Greg Debicki : « J'ai étudié l'art numérique à l'Alberta College of Art & Design. Un des enjeux de ma pratique consiste à permettre aux ordinateurs d'improviser ensemble. Au cours des plus ou moins 10 dernières années, j'ai appris à développer cette interaction tout en créant ma propre musique. Il me faut penser l'ordinateur comme un autre compositeur, c'est-à-dire que son utilisateur lui cède certains pouvoirs afin qu'il puisse fournir aussi un influx spécifique à la musique diffusée en temps réel.

Comment ces intérêts s'illustrent-ils dans le contexte de votre travail commun?

Cadie Desbiens : «Je me sentais limitée à diffuser des vidéos de manière traditionnelle, le design génératif me permettait de créer en direct, je me suis mise au design génératif. Greg et moi avons créé notre propre moteur de jeu à partir d'un logiciel nommé TouchDesigner. Ainsi, nous avons chacun imaginé notre part de jeu que nous menons chacun en temps réel. Malgré nos spécialités respectives, nous pouvons chacun intervenir dans l'image et dans le son. Notre spectacle est présenté en quatre parties et les responsabilités sont différemment partagées dans chacune de ces parties.»
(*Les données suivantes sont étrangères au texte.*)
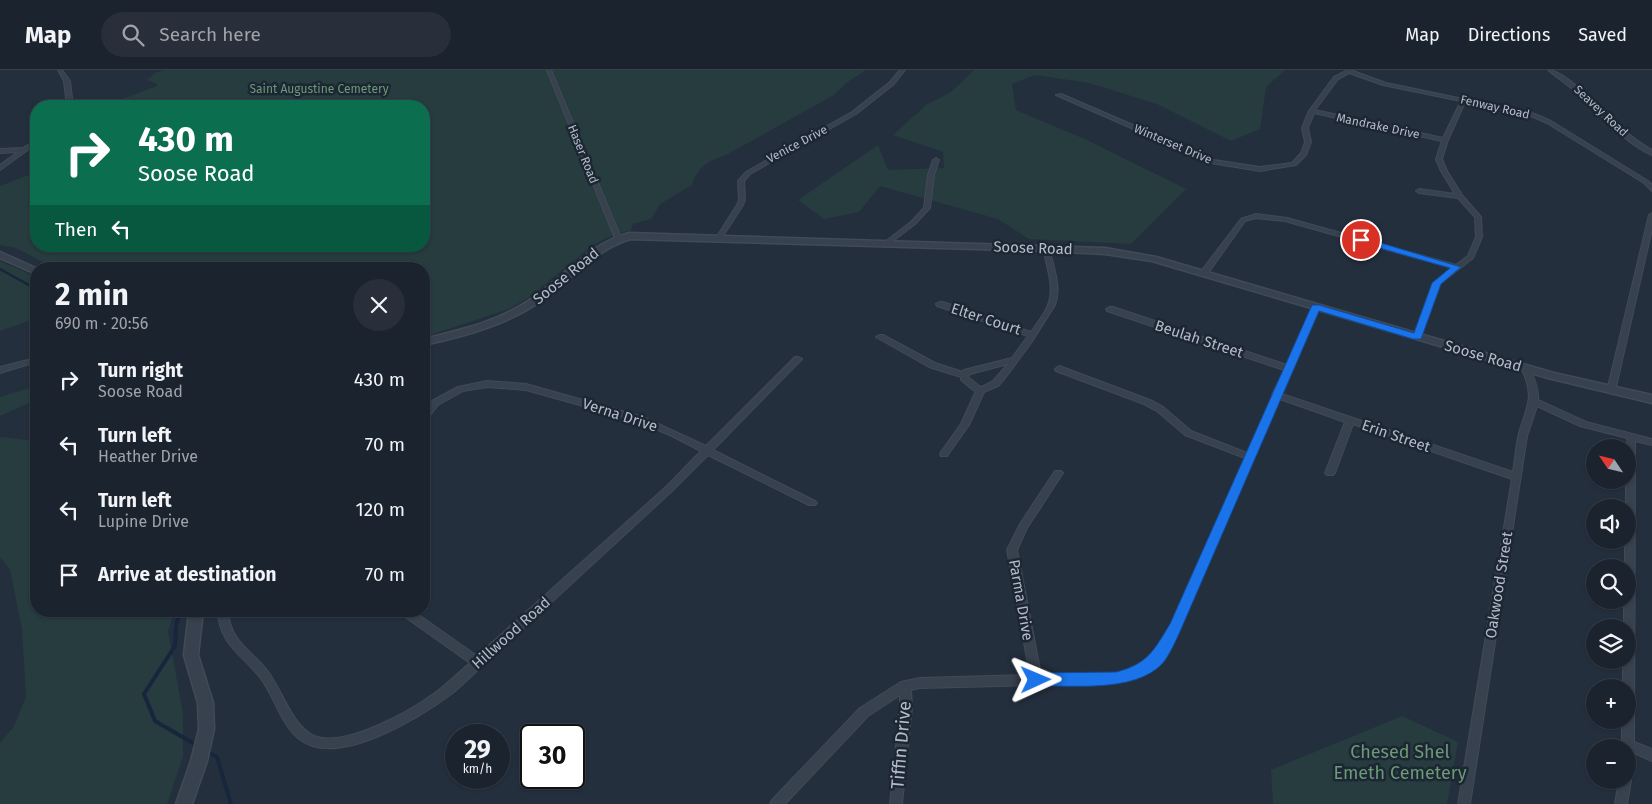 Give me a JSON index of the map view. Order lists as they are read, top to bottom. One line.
{"streets":{"street":["Fenway Road","Seavey Road","Mandrake Drive","Venice Drive","Winterset Drive","Haser Road","Soose Road","Elter Court","Beulah Street","Verna Drive","Erin Street","Oakwood Street","Parma Drive","Hillwood Road","Tiffin Drive"]},"crossings":[["Fenway Road","Winterset Drive"],["Mandrake Drive","Winterset Drive"],["Venice Drive","Soose Road"],["Haser Road","Soose Road"],["Verna Drive","Hillwood Road"],["Erin Street","Oakwood Street"]],"parks":["Saint Augustine Cemetery","Chesed Shel Emeth Cemetery"],"north":"top left","page":{"header":"Map","search":"Search here","nav":["Map","Directions","Saved"],"turn":["430 m","Soose Road"],"then":"Then","heading":["2 min","690 m · 20:56"],"list":[{"name":"Turn right","note":"Soose Road","value":"430 m"},{"name":"Turn left","note":"Heather Drive","value":"70 m"},{"name":"Turn left","note":"Lupine Drive","value":"120 m"},{"name":"Arrive at destination","value":"70 m"}],"map_buttons":["+","−"],"speed":"29 km/h","limit":"30"}}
Greg Debicki : «Nous changeons plusieurs paramètres à chaque concert. Pour ce, j'ai mis au point quelques procédés, comme ce programme qui réagit à la température ambiante, à la vitesse de l'exécution ou encore au nombre de processus mis en oeuvre. Ces informations peuvent à leur tour modifier le son, ce qui augmente ainsi l'autonomie de l'ordinateur en temps réel. Nous aimons cette idée que personne d'entre nous n'a la maîtrise ultime. Aucune de nous deux ne peut contrôler, nous devenons conséquemment une seule entité.»

La Presse : Pourriez-vous préciser davantage vos approches stylistiques?

Cadie Desbiens : «Ce que je fais est assez minimaliste, axé sur la géométrie et les jeux de perspective. Personnellement, j'ai toujours été attirée par les formes résultant d'équations paramétriques, je pense d'abord au travail de Ryoki Ikeda ou encore plusieurs artistes audiovisuels associés au label allemand Raster-Noton. Pour la projection, Interpolate A/V a été imaginé au départ pour un dôme, mais nous pouvons nous adapter à d'autres surfaces : écrans simultanés, anneaux, surfaces accidentées, etc. L'approche est chirurgicale!»

Greg Debicki : « Je m'inspire en partie de la techno allemande, mais j'aime aussi pervertir cette approche un lui insufflant de l'organique. Je veux plus de saleté, plus d'humanité dans l'affaire : Raster-Noton meets Missy Elliott meets Tom Waits ! Hormis la techno, j'aime la bass music, le hip-hop, Tom Waits... J'aime mêler les cartes en ajoutant du bruit, en produisant l'impression d'instruments désaccordés, etc. Je suis à l'intersection de plusieurs approches.»

***

Interpolate A/V est présenté ce mercredi, à 20h et 21h30, à la Satosphère de la Société des arts technologiques, dans le cadre du Symposium IX 2017.